A faithful copy is required of the lines from the top of the entries through the line that contains "position:absolute; left:24px; bottom:20px;", both included, with no pictures.
[[ INPUT DATA, beginning ]]
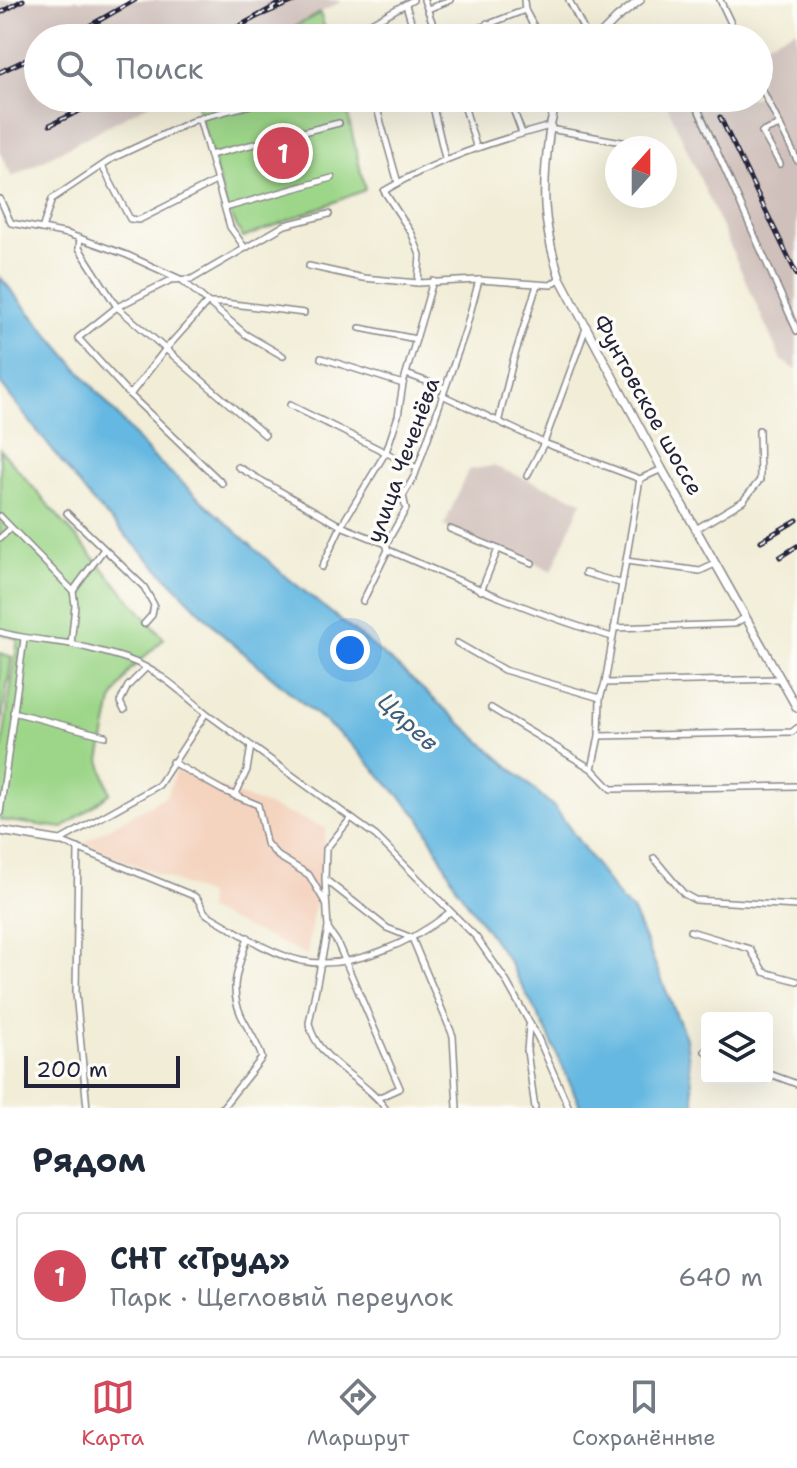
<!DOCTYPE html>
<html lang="ru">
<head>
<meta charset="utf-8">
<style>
  body { margin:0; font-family:"Shantell Sans",sans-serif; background:#f2f2f3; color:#1f2937 }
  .controls { position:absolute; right:24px; bottom:24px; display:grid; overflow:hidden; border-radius:8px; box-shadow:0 8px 32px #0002 }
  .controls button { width:72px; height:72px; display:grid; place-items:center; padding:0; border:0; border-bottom:2px solid #e0e1e3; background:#fff; color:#1f2937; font:40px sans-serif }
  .compass { position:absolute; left:605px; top:136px; width:72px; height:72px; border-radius:50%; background:#fff; box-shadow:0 8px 32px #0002; rotate:21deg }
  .scale { position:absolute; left:24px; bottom:20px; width:156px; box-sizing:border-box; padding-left:8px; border:4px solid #22223b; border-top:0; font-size:22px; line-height:28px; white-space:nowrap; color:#22223b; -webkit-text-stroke:6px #fdfcf7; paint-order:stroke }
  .you { position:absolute; left:350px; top:650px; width:28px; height:28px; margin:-20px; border:6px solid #fff; border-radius:50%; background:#1a73e8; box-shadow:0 0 0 12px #1a73e833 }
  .badge { display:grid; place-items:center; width:52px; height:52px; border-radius:50%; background:#d1495b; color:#fff; font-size:26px; font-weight:700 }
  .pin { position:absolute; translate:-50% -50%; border:4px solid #fff; box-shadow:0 2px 8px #0006 }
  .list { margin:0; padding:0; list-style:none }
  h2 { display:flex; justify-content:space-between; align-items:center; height:104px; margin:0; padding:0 32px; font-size:34px }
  h2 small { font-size:26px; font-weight:400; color:#747a83 }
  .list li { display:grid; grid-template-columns:52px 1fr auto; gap:24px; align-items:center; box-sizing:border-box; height:128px; margin:0 16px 16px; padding:0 16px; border:2px solid #e0e1e3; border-radius:8px }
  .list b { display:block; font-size:30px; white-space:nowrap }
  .list p { margin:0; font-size:26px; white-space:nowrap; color:#747a83 }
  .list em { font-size:26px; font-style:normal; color:#747a83 }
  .icon { flex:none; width:44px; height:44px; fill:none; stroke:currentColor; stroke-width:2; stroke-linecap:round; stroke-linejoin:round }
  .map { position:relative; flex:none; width:797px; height:1108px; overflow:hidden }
  .search { position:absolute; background:#fff; box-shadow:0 8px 32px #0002; left:24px; right:24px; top:24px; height:88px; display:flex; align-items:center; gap:20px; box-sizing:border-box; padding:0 28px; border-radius:44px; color:#747a83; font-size:30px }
  .sheet { height:248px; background:#fff }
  nav { display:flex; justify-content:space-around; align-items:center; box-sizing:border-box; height:112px; border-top:2px solid #e0e1e3; background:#fff; font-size:22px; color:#747a83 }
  nav a { display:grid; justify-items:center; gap:4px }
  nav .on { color:#d1495b }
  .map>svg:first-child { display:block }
  .built { fill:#f4d3bf }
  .industrial { fill:#d0c0bb }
  .green { fill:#9dd689; stroke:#607c62; stroke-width:2 }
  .water { fill:#65b8e1; stroke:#446d8e; stroke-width:2 }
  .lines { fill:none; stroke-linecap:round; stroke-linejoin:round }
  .street-casing { stroke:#8a8889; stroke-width:8 }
  .secondary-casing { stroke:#8a8889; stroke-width:10 }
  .street { stroke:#fff; stroke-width:5 }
  .secondary { stroke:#fff; stroke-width:7 }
  .rail-casing { stroke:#22223b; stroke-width:5 }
  .rail { stroke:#fdfcf7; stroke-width:2; stroke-dasharray:6; stroke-linecap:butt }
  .labels { text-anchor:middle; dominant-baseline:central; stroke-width:7; stroke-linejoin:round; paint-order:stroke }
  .street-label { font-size:22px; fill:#22223b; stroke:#fdfcf7 }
  .water-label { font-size:24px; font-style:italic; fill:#3d5e7d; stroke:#fdfcf7 }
</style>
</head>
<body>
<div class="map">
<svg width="797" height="1108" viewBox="0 0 797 1108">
  <rect width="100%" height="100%" fill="#fdfcf7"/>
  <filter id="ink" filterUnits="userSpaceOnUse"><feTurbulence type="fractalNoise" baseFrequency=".0125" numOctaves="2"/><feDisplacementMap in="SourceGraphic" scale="16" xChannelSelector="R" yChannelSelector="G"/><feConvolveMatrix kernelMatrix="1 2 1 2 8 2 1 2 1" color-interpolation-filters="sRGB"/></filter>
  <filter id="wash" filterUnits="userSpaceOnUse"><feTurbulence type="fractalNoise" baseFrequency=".006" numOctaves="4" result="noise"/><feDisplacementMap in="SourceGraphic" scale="32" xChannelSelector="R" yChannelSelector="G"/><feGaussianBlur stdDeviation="1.8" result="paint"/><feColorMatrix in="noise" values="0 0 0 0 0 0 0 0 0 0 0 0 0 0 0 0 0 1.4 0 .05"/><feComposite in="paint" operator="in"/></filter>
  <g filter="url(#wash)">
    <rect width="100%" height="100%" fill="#f1edd7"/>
    <polygon class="built" points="176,771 326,828 307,955 207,910 208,895 83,843 167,795"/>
    <g class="industrial">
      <polygon points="0,0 344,0 273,38 38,38 38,98 160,98 12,177 0,152"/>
      <polygon points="797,29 797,371 781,360 664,98 759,98 759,46"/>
      <polygon points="493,466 582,501 552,571 444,526 468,470"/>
    </g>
    <g class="green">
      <polygon points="320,13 328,38 273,38"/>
      <polygon points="195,98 344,98 365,190 243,238 226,206"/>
      <polygon points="0,449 164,639 130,670 112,701 100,760 110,793 63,828 0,820 0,762 18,639 0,633"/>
      <polygon points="0,653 12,657 0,730"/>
    </g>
    <polygon class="water" points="0,277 150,454 283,574 396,665 556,809 622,902 632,909 686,1038 695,1108 581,1108 548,1034 509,962 457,888 420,818 351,744 226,638 92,501 0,383"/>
  </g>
  <g filter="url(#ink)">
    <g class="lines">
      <g class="street-casing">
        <g id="street">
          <polyline points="424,0 438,38"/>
          <polyline points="524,0 525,10 540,38"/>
          <polyline points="569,0 588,38"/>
          <polyline points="720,0 738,38"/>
          <polyline points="406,5 416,38"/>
          <polyline points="428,9 450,0"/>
          <polyline points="487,23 491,38"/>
          <polyline points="363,38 362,28 413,0"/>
          <polyline points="453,38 525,10"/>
          <polyline points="759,83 797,160"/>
          <polyline points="374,98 398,183"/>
          <polyline points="431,98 445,158"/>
          <polyline points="462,98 476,146"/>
          <polyline points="509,98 522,133"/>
          <polyline points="722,98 698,109 797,331"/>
          <polyline points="199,118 230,227 245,248"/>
          <polyline points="550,129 644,146"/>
          <polyline points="210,155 339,123"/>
          <polyline points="780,164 762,132 780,125"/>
          <polyline points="102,166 130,219 139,220 216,181"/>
          <polyline points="0,199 11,223 68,234 127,255 182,280 245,334 283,356"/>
          <polyline points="225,208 332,178"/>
          <polyline points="42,229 52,199 113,158 199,118 278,98"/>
          <polyline points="80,238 79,248 117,307 265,435"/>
          <polyline points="309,266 363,278 418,283 479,280 551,285 560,278"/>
          <path d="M418,283l2,-28 -8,-21 -28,-43c53,-32 107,-49 166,-65"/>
          <polyline points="360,328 416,339"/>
          <polyline points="321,358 403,384"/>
          <polyline points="406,374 445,388"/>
          <polyline points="130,395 164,351 207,303 225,303 304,313"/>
          <polyline points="442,395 544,443 640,479 662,469"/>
          <polyline points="290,405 417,468"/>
          <polyline points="499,419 513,361 537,285"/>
          <polyline points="238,467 341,526 386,544"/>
          <polyline points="527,476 544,443 586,328"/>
          <polyline points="222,483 130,395 78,338 117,307 171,280 192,279 285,225 329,214"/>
          <polyline points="67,513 144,587 154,605 152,615 144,624"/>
          <path d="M0,516l73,75 2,14 -4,39c-24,-4 -48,-5 -71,-12"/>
          <polyline points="450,529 532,563"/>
          <polyline points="696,529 743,501 760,480 759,430"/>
          <polyline points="0,538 11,528"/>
          <path d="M388,550c74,32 147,64 224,87"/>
          <polyline points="626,561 700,571 715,564"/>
          <polyline points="322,567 341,526 386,452 398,416 403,384 433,281"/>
          <polyline points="585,573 620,583"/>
          <polyline points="73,591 104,549"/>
          <polyline points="481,591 498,549"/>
          <polyline points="363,601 388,550 386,544 406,509 403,496 415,475 465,332 479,280"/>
          <polyline points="614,628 734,624 746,617"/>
          <polyline points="457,643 504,670 600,698"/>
          <path d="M71,644c19,5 38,9 56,15 30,10 56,34 79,54l170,123 100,101 29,42 33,59 31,70"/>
          <polyline points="605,683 780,679"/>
          <polyline points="491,708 592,769 611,789 797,786"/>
          <polyline points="124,710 120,702 128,686 146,668"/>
          <polyline points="13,712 105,736"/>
          <polyline points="599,736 792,732 797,728"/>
          <polyline points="172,762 222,790 258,805 266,843 278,856 309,875 326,904"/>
          <polyline points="592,769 599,736 600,698 605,683 640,479"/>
          <polyline points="235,796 247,770 251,746"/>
          <polyline points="0,813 24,639"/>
          <path d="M351,818l-25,31 -1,30 3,49 -19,95c8,39 55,55 76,85"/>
          <polyline points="61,840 159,785 206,713"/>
          <path d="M60,841l134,55c8,5 6,14 14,19 29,16 61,39 94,46 47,10 112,-19 148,-49"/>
          <polyline points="78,848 76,993 87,1108"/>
          <polyline points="654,858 684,894 695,900 797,906"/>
          <polyline points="326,880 387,928 412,938 453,1036 457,1108"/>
          <polyline points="328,929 337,942 400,1088 378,1098"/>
          <polyline points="690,931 750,949 764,972 797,981"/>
          <polyline points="529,1026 527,1051 535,1108"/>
          <polyline points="705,1051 707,1052"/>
          <polyline points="767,1073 797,1084"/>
          <path d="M222,1108l40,-50c-3,-12 -11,-24 -17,-35 -19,-33 -7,-53 3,-86"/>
        </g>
      </g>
      <g class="secondary-casing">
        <g id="secondary">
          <polyline points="597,38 617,18 640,0"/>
          <path d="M558,98c-5,12 -7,24 -9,37 -7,56 -7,88 11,143l102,191 135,239"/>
          <polyline points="0,831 60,841"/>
        </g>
      </g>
      <use href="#street" class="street"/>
      <use href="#secondary" class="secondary"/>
      <g class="rail-casing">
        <g id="rail">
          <polyline points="286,0 256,17 297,0"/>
          <polyline points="0,13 23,0"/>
          <polyline points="68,38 135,0"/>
          <polyline points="218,38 256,17"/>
          <polyline points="0,72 38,54"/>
          <polyline points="720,117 797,275"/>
          <polyline points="50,125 106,98"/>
          <polyline points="761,541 797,520"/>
          <polyline points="780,557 797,546"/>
        </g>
      </g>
      <use href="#rail" class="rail"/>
    </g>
  </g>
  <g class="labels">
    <g class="street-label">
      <text transform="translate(648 405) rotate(61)">Фунтовское шоссе</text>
      <text transform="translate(403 460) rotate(-70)">улица Чеченёва</text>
    </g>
    <g class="water-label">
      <text transform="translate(408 722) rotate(43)">Царев</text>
    </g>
  </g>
</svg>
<div class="controls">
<button><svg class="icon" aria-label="layers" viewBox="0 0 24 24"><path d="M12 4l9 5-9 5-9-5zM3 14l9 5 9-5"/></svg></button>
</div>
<svg class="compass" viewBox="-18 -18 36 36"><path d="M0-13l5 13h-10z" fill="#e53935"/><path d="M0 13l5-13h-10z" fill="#747a83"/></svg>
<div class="scale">200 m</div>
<div class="you"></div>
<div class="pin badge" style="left:283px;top:153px">1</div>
<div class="search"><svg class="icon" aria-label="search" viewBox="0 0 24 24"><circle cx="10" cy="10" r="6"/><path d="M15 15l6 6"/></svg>Поиск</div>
</div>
<section class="sheet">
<h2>Рядом<small></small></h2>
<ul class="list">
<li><span class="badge">1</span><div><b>СНТ «Труд»</b><p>Парк · Щегловый переулок</p></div><em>640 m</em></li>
</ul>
</section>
<nav>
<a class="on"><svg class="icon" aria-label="map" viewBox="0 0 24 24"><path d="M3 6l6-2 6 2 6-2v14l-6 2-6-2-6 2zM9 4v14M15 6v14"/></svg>Карта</a>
<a><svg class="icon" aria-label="directions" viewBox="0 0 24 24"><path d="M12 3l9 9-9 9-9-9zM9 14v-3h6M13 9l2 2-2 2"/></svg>Маршрут</a>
<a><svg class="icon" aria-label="saved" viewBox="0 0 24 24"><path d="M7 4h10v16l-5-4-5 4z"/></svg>Сохранённые</a>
</nav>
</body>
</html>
[[ INPUT DATA, end ]]
* **THE COMPLETED TASK**
<!DOCTYPE html>
<html lang="ru">
<head>
<meta charset="utf-8">
<style>
  body { margin:0; font-family:"Shantell Sans",sans-serif; background:#f2f2f3; color:#1f2937 }
  .controls { position:absolute; right:24px; bottom:24px; display:grid; overflow:hidden; border-radius:8px; box-shadow:0 8px 32px #0002 }
  .controls button { width:72px; height:72px; display:grid; place-items:center; padding:0; border:0; border-bottom:2px solid #e0e1e3; background:#fff; color:#1f2937; font:40px sans-serif }
  .compass { position:absolute; left:605px; top:136px; width:72px; height:72px; border-radius:50%; background:#fff; box-shadow:0 8px 32px #0002; rotate:21deg }
  .scale { position:absolute; left:24px; bottom:20px; width:156px; box-sizing:border-box; padding-left:8px; border:4px solid #22223b; border-top:0; font-size:22px; line-height:28px; white-space:nowrap; color:#22223b; -webkit-text-stroke:6px #fdfcf7; paint-order:stroke }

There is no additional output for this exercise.